When we revisit the fact that our bodies and minds adapt to the demands of our lives, it becomes apparent that the things we do outside our yoga practice are as influential as those we do in it. If we aim to change our posture, for example, even daily yoga practice won’t be as influential as the position we take when we work.
Consider our student who wants to sleep better. Imagine that they settled into a daily routine of practicing a restorative posture before bed, in a quiet room with dimmed lights, perhaps while listening to a meditation app. They maintained this daily practice for several months, and were still seeing only small improvement in their sleep. It would be worth considering the possibility that other practices—whether it’s a late-afternoon coffee to stave off an energy slump, a glass or two of wine at dinner, or a final glance at email before turning in for the night—could be counteracting the effects of their yoga practice.
The physical practice of yoga can be incredibly powerful, but it isn’t magical. There’s a reason why the sage Patanjali set out a system of practices in which asana (poses), pranayama (breath), and meditation were only small parts; we are, in many ways, a reflection of the habits that make up our daily lives. However, the mindfulness that we learn in yoga could help us identify habits running counter to the influence of our practice.
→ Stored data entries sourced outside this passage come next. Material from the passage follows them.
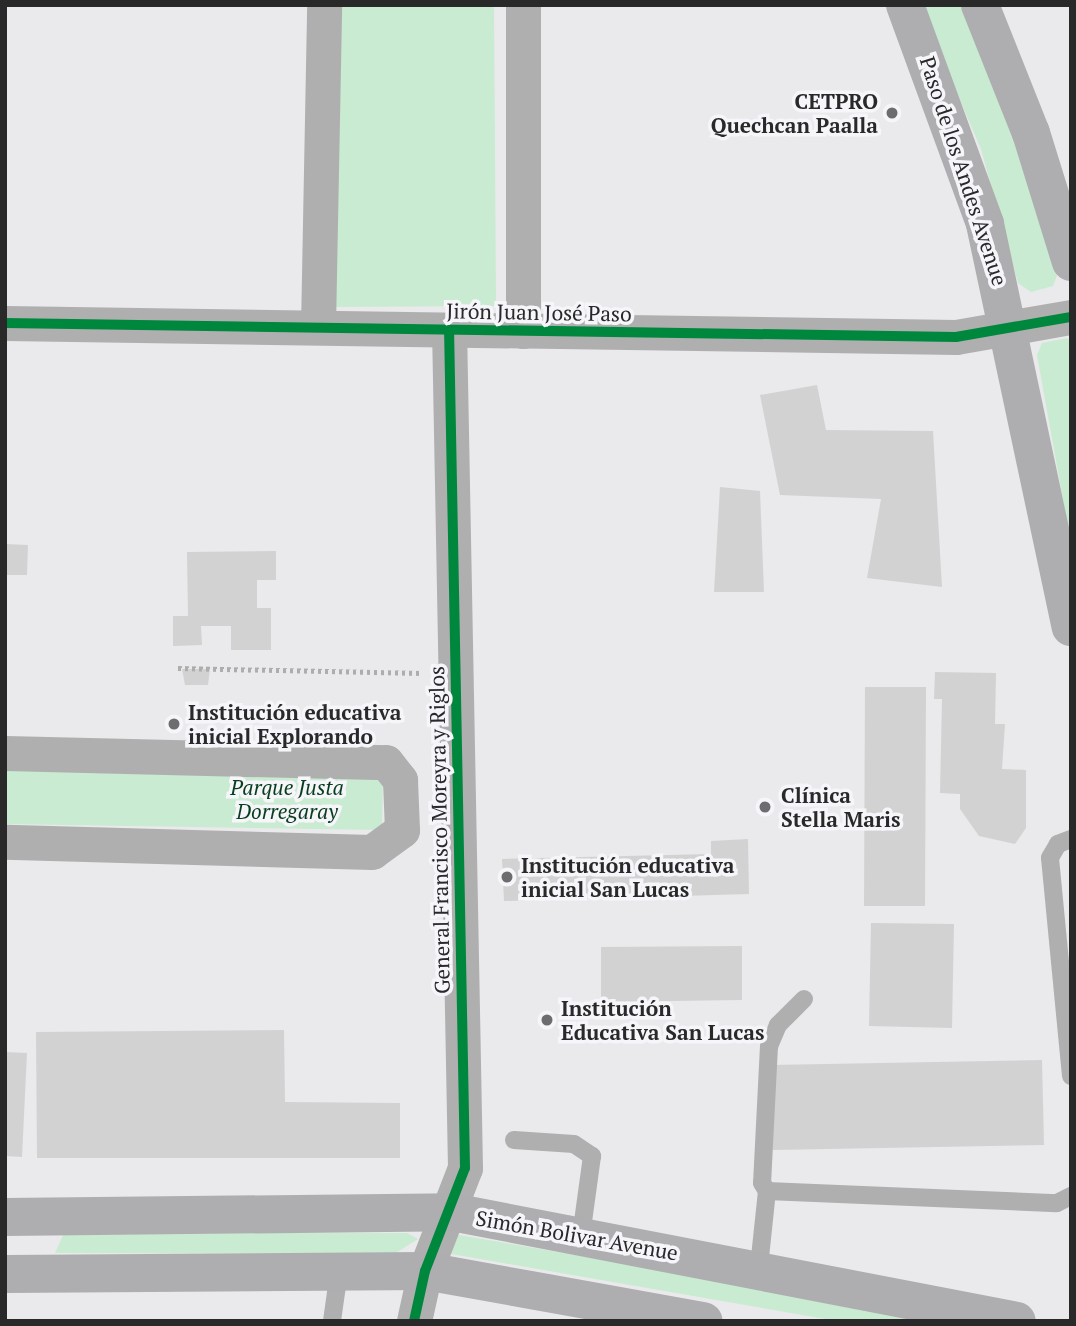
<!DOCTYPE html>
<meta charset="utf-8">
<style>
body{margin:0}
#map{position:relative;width:1076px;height:1326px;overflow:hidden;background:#eae9eb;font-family:"PT Serif",serif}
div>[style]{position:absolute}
.green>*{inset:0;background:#c8ebd1}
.building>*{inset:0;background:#d3d2d3}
.path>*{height:4.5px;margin-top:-2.25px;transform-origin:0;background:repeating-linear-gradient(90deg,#aeadae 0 3.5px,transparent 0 7px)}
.lane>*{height:18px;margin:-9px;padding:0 9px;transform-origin:9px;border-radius:9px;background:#afafb0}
.street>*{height:35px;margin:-17.5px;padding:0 17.5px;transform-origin:17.5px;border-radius:17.5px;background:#afafb0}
.secondary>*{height:38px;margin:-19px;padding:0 19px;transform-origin:19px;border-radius:19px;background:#aeaeb0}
.cycleway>*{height:10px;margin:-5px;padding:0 5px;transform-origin:5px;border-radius:5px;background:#00873e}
.dots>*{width:19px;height:19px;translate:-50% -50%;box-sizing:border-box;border:4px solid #f6f5f9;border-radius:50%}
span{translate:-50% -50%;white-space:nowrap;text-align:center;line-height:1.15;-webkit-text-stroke:7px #f6f5f9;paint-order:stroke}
.poi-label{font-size:21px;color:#29292a;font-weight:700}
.right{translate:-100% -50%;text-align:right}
.left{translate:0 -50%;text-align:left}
.street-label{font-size:21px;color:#29292a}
.park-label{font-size:21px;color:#063e1d;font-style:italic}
.frame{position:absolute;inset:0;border:7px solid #29292a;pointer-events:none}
</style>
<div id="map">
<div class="green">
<i style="clip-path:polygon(340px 5px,494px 5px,496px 306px,330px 307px)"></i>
<i style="clip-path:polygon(919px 5px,968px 5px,1059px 270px,1053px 286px,1031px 292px,1018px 283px,981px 149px)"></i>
<i style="clip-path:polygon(1067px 338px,1071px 342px,1071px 544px,1037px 355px,1042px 343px)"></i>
<i style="clip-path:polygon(5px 766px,383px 771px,382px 830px,5px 824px)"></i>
<i style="clip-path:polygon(64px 1233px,407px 1233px,418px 1239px,394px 1254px,55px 1253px)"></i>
<i style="clip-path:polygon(453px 1234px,871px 1306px,939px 1321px,837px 1321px,440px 1252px)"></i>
</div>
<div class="building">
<i style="clip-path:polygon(817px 385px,826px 430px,933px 431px,942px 587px,867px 578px,881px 499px,780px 495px,760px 395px)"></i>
<i style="clip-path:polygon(720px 487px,760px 491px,764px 592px,714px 592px)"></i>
<i style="clip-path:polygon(5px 544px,28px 545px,27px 575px,5px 575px)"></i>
<i style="clip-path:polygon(276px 551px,276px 580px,257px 580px,257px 608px,271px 608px,271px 650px,231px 650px,231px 626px,201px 626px,202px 645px,173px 646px,173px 616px,188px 616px,187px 552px)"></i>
<i style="clip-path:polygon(182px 669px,210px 669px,208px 685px,185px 685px)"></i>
<i style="clip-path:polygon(935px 672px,996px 673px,995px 724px,1005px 724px,1002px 769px,1026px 770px,1026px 828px,1015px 844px,979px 836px,960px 809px,960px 794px,940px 793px,942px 699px,934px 699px)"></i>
<i style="clip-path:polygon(865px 687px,926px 687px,925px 906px,864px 906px)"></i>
<i style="clip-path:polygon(748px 839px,749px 894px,504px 901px,502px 859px,711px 854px,711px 841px)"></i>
<i style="clip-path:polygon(871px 923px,954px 924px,952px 1028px,869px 1026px)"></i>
<i style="clip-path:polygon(742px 946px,742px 1000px,601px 1002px,601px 947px)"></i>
<i style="clip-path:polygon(284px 1030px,285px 1102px,400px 1103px,400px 1158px,37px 1158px,36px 1032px)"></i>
<i style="clip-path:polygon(5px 1052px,27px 1053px,22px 1157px,5px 1156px)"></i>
<i style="clip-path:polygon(1042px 1060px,1044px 1145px,773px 1150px,771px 1065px)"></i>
</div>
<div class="path">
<i style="left:178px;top:668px;width:244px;rotate:1.2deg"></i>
</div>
<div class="lane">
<i style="left:1071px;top:839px;width:14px;rotate:159deg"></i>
<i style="left:1058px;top:844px;width:16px;rotate:120deg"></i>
<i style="left:1050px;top:858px;width:219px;rotate:84.5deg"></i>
<i style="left:804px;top:999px;width:37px;rotate:135deg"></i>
<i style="left:778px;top:1025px;width:23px;rotate:113deg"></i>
<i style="left:769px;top:1046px;width:137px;rotate:92.9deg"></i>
<i style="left:762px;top:1183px;width:9px;rotate:58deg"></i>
<i style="left:767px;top:1191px;width:290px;rotate:2.4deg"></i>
<i style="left:1057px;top:1203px;width:16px;rotate:-27deg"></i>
<i style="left:514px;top:1140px;width:60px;rotate:3.8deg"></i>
<i style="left:574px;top:1144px;width:22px;rotate:34deg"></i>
<i style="left:592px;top:1156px;width:81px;rotate:97.8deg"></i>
<i style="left:759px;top:1267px;width:76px;rotate:-84deg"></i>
<i style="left:332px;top:1321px;width:50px;rotate:-82deg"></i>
</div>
<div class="street">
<i style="left:5px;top:323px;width:951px;rotate:0.84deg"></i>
<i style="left:956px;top:337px;width:117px;rotate:-9.9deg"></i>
<i style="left:318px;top:327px;width:322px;rotate:-88.9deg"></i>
<i style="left:523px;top:331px;width:326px;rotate:-90deg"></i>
<i style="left:5px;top:753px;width:381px;rotate:1.4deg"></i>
<i style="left:386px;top:762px;width:23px;rotate:52deg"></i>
<i style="left:400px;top:780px;width:50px;rotate:87.7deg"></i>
<i style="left:402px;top:830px;width:37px;rotate:144deg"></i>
<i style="left:372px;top:852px;width:367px;rotate:-178.4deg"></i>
<i style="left:414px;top:1321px;width:51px;rotate:-77.6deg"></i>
<i style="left:425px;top:1271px;width:110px;rotate:-68.8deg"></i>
<i style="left:465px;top:1168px;width:838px;rotate:-91.09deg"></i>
</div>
<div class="secondary">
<i style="left:905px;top:5px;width:233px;rotate:69.9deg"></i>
<i style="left:985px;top:224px;width:412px;rotate:78deg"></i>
<i style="left:980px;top:5px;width:138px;rotate:68.3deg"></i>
<i style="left:1031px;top:133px;width:135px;rotate:72.8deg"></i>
<i style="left:5px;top:1217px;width:447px;rotate:-0.6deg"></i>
<i style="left:452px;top:1212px;width:575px;rotate:10.92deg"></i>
<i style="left:5px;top:1274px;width:420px;rotate:-0.4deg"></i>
<i style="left:425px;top:1271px;width:283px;rotate:10.2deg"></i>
</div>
<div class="cycleway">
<i style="left:5px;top:323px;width:951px;rotate:0.84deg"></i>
<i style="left:956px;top:337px;width:117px;rotate:-9.9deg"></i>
<i style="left:414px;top:1321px;width:51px;rotate:-77.6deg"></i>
<i style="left:425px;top:1271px;width:110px;rotate:-68.8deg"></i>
<i style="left:465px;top:1168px;width:838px;rotate:-91.09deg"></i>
</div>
<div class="dots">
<i style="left:892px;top:113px;background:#6d6c6e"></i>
<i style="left:174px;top:724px;background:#6d6c6e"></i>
<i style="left:765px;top:807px;background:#6d6c6e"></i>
<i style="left:507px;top:877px;background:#6d6c6e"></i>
<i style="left:547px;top:1020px;background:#6d6c6e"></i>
</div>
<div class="poi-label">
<span class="right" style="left:878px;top:113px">CETPRO<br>Quechcan Paalla</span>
<span class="left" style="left:188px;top:724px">Institución educativa<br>inicial Explorando</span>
<span class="left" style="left:781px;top:807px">Clínica<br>Stella Maris</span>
<span class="left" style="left:521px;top:877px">Institución educativa<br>inicial San Lucas</span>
<span class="left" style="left:561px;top:1020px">Institución<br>Educativa San Lucas</span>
</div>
<div class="street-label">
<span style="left:964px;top:171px;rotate:72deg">Paso de los Andes Avenue</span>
<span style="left:539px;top:312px;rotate:1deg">Jirón Juan José Paso</span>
<span style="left:439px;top:830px;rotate:-91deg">General Francisco Moreyra y Riglos</span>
<span style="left:577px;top:1235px;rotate:10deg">Simón Bolivar Avenue</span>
</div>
<div class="park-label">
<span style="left:287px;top:799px">Parque Justa<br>Dorregaray</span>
</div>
<div class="frame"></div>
</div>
Everyone is different. The approach that works for one person, or even the majority of people, doesn’t necessarily work for everyone. So no matter how popular your practice, how well it is supported by research, no matter how dedicated and diligent you have been in application, it still may not have the desired effect. So if you have been practicing diligently for a while, with an eye on the impact of off-mat practices, and still not seeing realistic benefit, it’s probably time to change tack.
Yoga offers a wide variety of practices, so taking a fresh approach could simply mean changing up the poses or practices you’ve been using, shifting your focus to a different muscle or anatomical action, or seeking advice from different teachers or yoga styles. In the case of our sleep-deprived student, that could mean trying gentle movement or breath work in place of restorative yoga and meditation. It could also mean looking to another modality or to a healthcare professional. It could also be worth seeing a sleep specialist, doctor, or even a therapist in conjunction with their night-time yoga routine.
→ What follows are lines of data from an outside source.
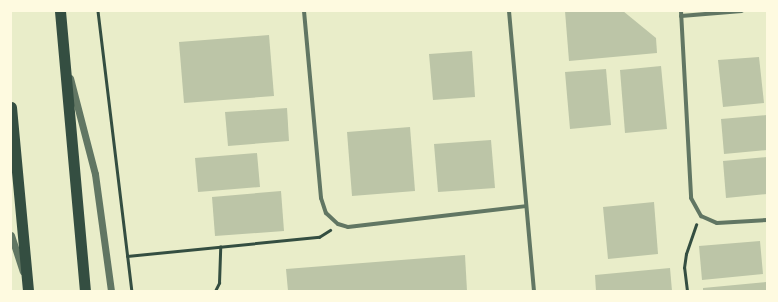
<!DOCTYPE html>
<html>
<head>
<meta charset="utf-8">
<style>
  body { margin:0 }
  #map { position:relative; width:778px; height:302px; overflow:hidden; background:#e9edc9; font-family:"Public Sans",sans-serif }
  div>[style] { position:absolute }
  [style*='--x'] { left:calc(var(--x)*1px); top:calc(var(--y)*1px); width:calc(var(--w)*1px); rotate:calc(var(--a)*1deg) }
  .building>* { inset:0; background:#bcc5a7 }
  .path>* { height:2.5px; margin:-1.25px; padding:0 1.25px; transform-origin:1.25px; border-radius:1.25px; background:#344e41 }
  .minor>* { height:4px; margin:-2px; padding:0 2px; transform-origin:2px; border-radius:2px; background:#617663 }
  .tertiary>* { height:7px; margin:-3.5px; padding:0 3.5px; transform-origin:3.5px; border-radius:3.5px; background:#617663 }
  .trunk>* { height:11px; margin:-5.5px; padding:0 5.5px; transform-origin:5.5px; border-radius:5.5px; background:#344e41 }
  span { translate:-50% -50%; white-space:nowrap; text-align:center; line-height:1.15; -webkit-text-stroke:3px #fefae0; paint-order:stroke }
  .frame { position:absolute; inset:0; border:12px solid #fefae0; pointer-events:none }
</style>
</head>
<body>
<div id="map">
  <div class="building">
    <div style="clip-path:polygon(565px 11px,623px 11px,656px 38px,657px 53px,569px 61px)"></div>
    <div style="clip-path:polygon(269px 35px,274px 96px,184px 103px,179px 42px)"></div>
    <div style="clip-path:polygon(472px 51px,475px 97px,433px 100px,429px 54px)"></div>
    <div style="clip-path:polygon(759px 57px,764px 103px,723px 107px,718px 60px)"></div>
    <div style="clip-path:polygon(661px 66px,667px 129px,625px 133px,620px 70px)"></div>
    <div style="clip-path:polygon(606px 69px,611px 125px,570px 129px,565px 72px)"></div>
    <div style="clip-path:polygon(287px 108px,289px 141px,228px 146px,225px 112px)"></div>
    <div style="clip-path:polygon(767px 115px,767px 150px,724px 154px,721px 119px)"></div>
    <div style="clip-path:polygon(410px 127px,415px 191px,352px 196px,347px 132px)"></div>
    <div style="clip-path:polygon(491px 140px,495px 188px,438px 192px,434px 144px)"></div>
    <div style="clip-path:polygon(257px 153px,260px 187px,198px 192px,195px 158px)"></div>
    <div style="clip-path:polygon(767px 157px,767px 194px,726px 198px,723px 161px)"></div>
    <div style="clip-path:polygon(281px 191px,284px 231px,215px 236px,212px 197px)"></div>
    <div style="clip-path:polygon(654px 202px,658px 254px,608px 259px,603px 207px)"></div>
    <div style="clip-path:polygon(760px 241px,763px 274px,702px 280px,699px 246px)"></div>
    <div style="clip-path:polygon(465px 255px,467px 291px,288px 291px,286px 269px)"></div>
    <div style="clip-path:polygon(670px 268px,672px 291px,596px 291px,595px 275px)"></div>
    <div style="clip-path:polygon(766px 282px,766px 291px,703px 291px,703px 288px)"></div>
  </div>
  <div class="path">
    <div style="--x:98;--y:11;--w:282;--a:83.1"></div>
    <div style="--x:127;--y:256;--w:193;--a:-5.7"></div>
    <div style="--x:319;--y:237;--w:13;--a:-32"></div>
    <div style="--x:215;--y:291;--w:9;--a:-63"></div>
    <div style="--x:219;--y:283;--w:36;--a:-88"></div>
    <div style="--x:687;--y:291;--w:23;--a:-97"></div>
    <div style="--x:684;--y:268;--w:14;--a:-82"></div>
    <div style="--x:686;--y:254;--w:31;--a:-71"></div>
  </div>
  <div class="minor">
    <div style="--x:304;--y:11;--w:188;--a:84.8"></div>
    <div style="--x:321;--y:198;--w:16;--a:72"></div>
    <div style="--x:326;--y:213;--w:16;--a:43"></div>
    <div style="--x:338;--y:224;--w:10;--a:17"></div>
    <div style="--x:348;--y:227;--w:179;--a:-6.7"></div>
    <div style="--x:509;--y:11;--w:281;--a:84.9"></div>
    <div style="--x:681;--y:11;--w:187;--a:86.9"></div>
    <div style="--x:691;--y:198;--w:21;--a:61"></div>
    <div style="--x:701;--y:216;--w:17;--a:24"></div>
    <div style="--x:717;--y:223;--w:50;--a:-3.4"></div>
    <div style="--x:681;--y:16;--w:61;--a:-4.7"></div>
  </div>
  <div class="tertiary">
    <div style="--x:70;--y:78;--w:99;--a:75.4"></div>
    <div style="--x:95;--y:174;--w:118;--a:82.2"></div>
    <div style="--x:11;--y:235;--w:38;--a:72"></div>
  </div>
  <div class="trunk">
    <div style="--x:60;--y:11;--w:281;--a:84.9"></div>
    <div style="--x:11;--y:107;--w:185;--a:84.7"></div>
  </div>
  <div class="frame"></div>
</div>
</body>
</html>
True yoga practice is much broader and deeper than what we do within the confines of a mat. Patanjali balanced the diligent practice of abhyasa with the equally important cultivation of vairagya, a concept mentioned in many yoga philosophy texts that means non-attachment. So we practice, patiently and persistently, seeking change without gripping too tightly to the methods we use to find it. We might even need to leave space for a change in our perception of a successful outcome. For example, our student might continue to wake once or twice a night, but be content with having the energy they need to function effectively each morning.
The practice of yoga is one of transformation, but it’s not always the quick and easy kind. Sometimes it’s not even the transformation we thought we wanted. What started off as a quest for improved sleep, flexible hamstrings, challenging our fears, better posture, or managing stress might turn out to be a journey somewhere else that’s entirely unexpected. Whether we consciously realize the benefits of the tools we learn on the yoga mat or not, the practice might quietly teach us to change our routines, our methods, our expectations—and even our perceptions.